• [RECORDED DATA]
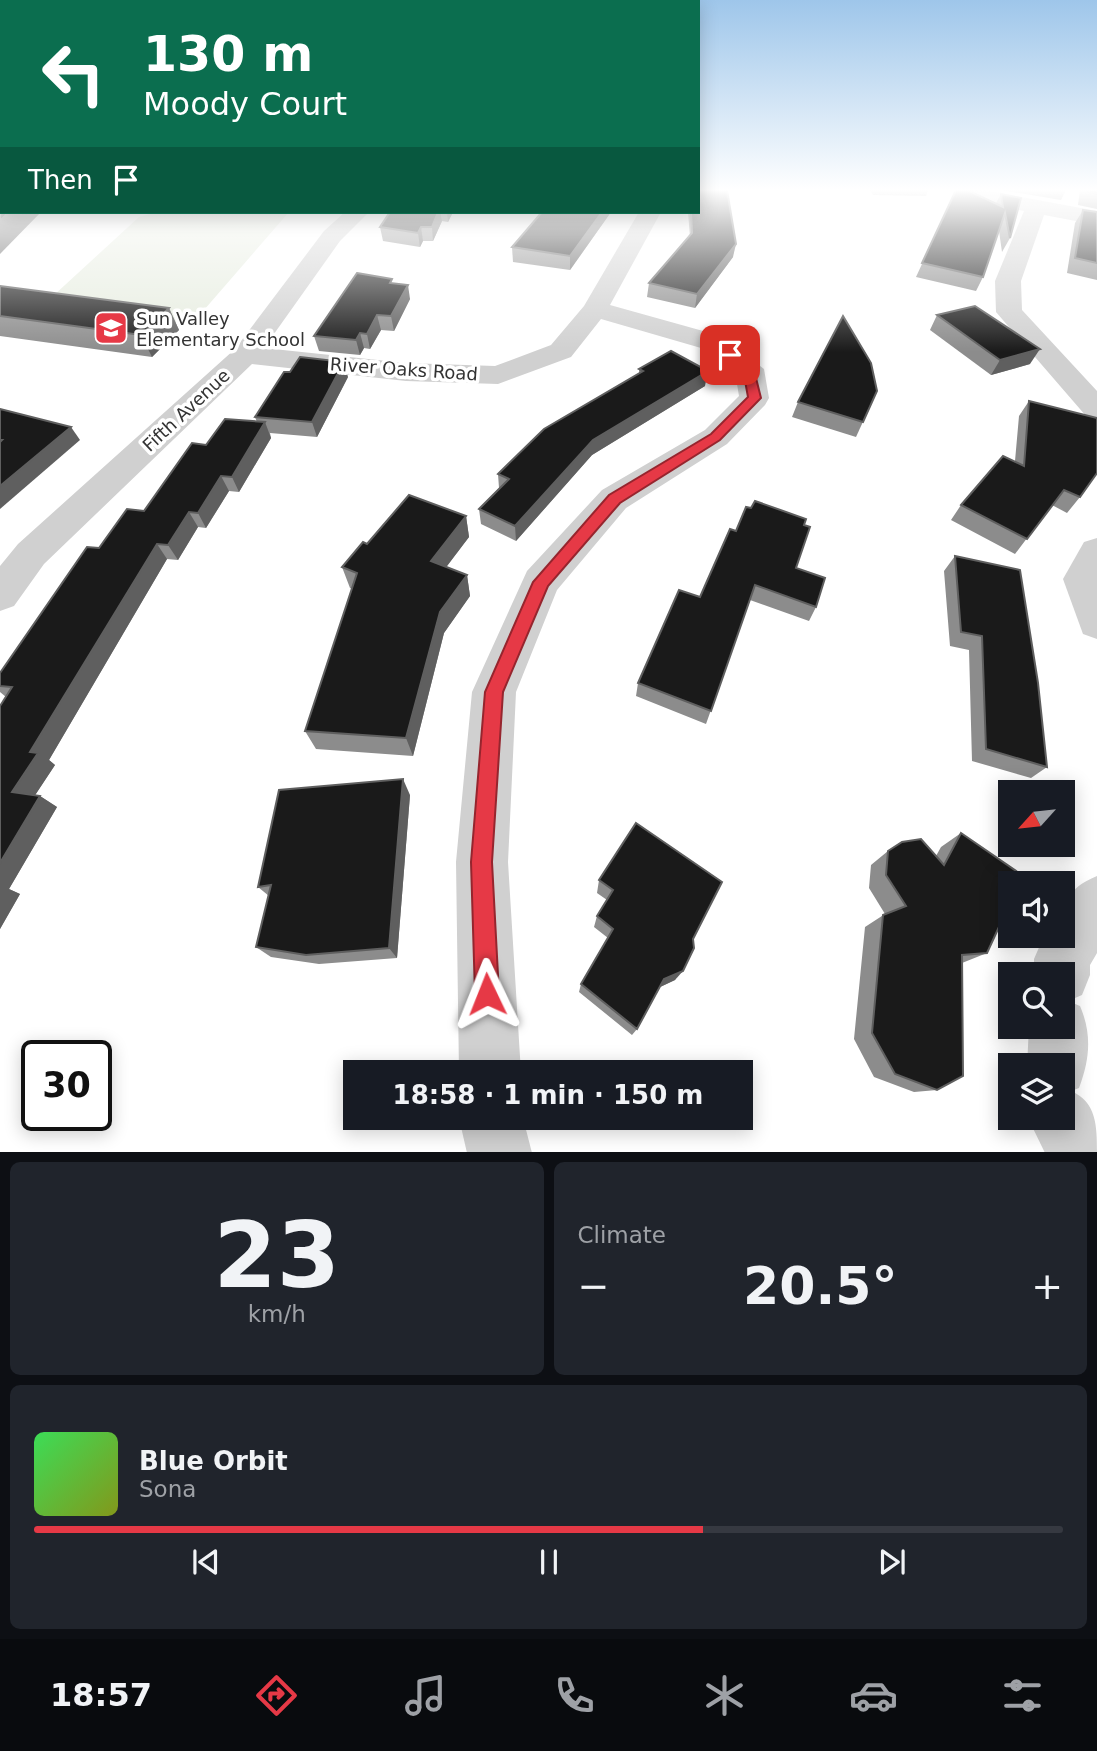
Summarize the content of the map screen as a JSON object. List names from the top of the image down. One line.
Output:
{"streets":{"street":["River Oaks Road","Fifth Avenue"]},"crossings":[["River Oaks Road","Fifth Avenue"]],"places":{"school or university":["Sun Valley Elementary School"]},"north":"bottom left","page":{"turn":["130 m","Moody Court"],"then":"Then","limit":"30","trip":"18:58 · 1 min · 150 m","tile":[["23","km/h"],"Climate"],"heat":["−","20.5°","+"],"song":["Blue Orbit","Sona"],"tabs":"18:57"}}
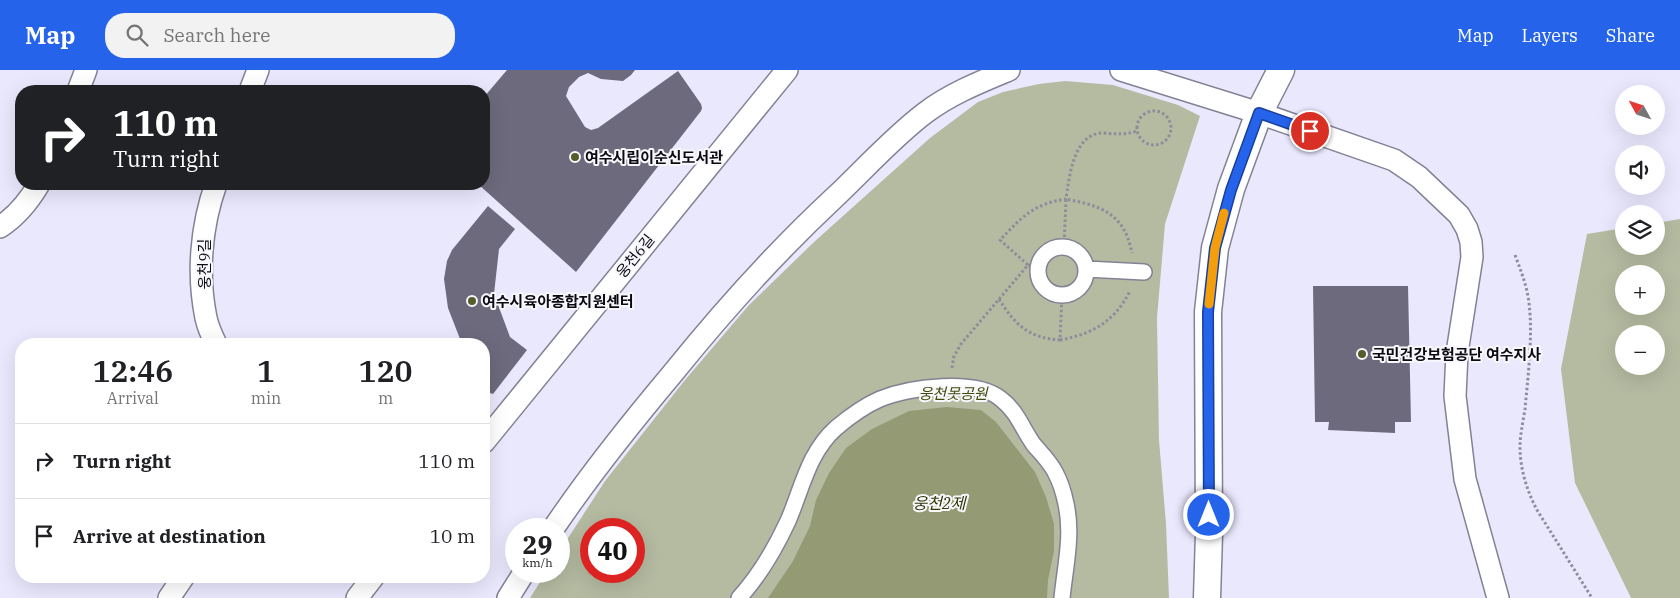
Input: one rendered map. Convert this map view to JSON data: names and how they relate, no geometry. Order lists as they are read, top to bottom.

• [THE TASK] Determine the number of lines in the listing that hold the word "names", and supply that number and nothing further.

• [ANSWER TO THE EXERCISE] 2